* **YOUR GOAL**
Every entry, from first to last, must be written out exactly.

* **PROVIDED INFORMATION**
○ ○ ○

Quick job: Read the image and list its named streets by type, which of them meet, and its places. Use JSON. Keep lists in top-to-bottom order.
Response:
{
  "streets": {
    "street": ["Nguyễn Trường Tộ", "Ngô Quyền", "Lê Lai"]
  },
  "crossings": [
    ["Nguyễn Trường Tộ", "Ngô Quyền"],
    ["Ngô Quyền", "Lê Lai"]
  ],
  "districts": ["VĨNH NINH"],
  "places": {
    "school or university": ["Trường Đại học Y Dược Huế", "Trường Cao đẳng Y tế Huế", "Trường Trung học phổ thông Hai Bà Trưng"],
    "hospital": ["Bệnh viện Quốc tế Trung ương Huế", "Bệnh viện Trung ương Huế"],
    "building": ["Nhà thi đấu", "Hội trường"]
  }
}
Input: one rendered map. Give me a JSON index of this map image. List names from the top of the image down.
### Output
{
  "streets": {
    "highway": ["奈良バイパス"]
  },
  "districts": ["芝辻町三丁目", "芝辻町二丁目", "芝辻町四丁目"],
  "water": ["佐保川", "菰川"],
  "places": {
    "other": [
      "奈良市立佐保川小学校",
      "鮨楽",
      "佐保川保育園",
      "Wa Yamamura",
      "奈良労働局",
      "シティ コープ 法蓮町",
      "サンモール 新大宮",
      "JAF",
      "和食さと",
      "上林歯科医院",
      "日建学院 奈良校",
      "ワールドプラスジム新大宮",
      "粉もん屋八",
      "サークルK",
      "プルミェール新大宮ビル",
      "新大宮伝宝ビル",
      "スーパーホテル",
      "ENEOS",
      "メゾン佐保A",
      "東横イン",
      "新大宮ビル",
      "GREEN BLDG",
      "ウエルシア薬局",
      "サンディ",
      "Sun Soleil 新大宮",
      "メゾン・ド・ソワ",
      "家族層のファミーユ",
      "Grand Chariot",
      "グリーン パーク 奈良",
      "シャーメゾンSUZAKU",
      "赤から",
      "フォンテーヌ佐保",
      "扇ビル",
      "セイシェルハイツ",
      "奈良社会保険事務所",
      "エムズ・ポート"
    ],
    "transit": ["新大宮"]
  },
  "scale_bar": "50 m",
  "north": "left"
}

○ ○ ○

* **SOLUTION FOR THIS TASK**
Quick job: Read the image and list its named streets by type, which of them meet, and its places. Use JSON. Keep lists in top-to-bottom order.
Response:
{
  "streets": {
    "street": ["Nguyễn Trường Tộ", "Ngô Quyền", "Lê Lai"]
  },
  "crossings": [
    ["Nguyễn Trường Tộ", "Ngô Quyền"],
    ["Ngô Quyền", "Lê Lai"]
  ],
  "districts": ["VĨNH NINH"],
  "places": {
    "school or university": ["Trường Đại học Y Dược Huế", "Trường Cao đẳng Y tế Huế", "Trường Trung học phổ thông Hai Bà Trưng"],
    "hospital": ["Bệnh viện Quốc tế Trung ương Huế", "Bệnh viện Trung ương Huế"],
    "building": ["Nhà thi đấu", "Hội trường"]
  }
}
Input: one rendered map. Give me a JSON index of this map image. List names from the top of the image down.
### Output
{
  "streets": {
    "highway": ["奈良バイパス"]
  },
  "districts": ["芝辻町三丁目", "芝辻町二丁目", "芝辻町四丁目"],
  "water": ["佐保川", "菰川"],
  "places": {
    "other": [
      "奈良市立佐保川小学校",
      "鮨楽",
      "佐保川保育園",
      "Wa Yamamura",
      "奈良労働局",
      "シティ コープ 法蓮町",
      "サンモール 新大宮",
      "JAF",
      "和食さと",
      "上林歯科医院",
      "日建学院 奈良校",
      "ワールドプラスジム新大宮",
      "粉もん屋八",
      "サークルK",
      "プルミェール新大宮ビル",
      "新大宮伝宝ビル",
      "スーパーホテル",
      "ENEOS",
      "メゾン佐保A",
      "東横イン",
      "新大宮ビル",
      "GREEN BLDG",
      "ウエルシア薬局",
      "サンディ",
      "Sun Soleil 新大宮",
      "メゾン・ド・ソワ",
      "家族層のファミーユ",
      "Grand Chariot",
      "グリーン パーク 奈良",
      "シャーメゾンSUZAKU",
      "赤から",
      "フォンテーヌ佐保",
      "扇ビル",
      "セイシェルハイツ",
      "奈良社会保険事務所",
      "エムズ・ポート"
    ],
    "transit": ["新大宮"]
  },
  "scale_bar": "50 m",
  "north": "left"
}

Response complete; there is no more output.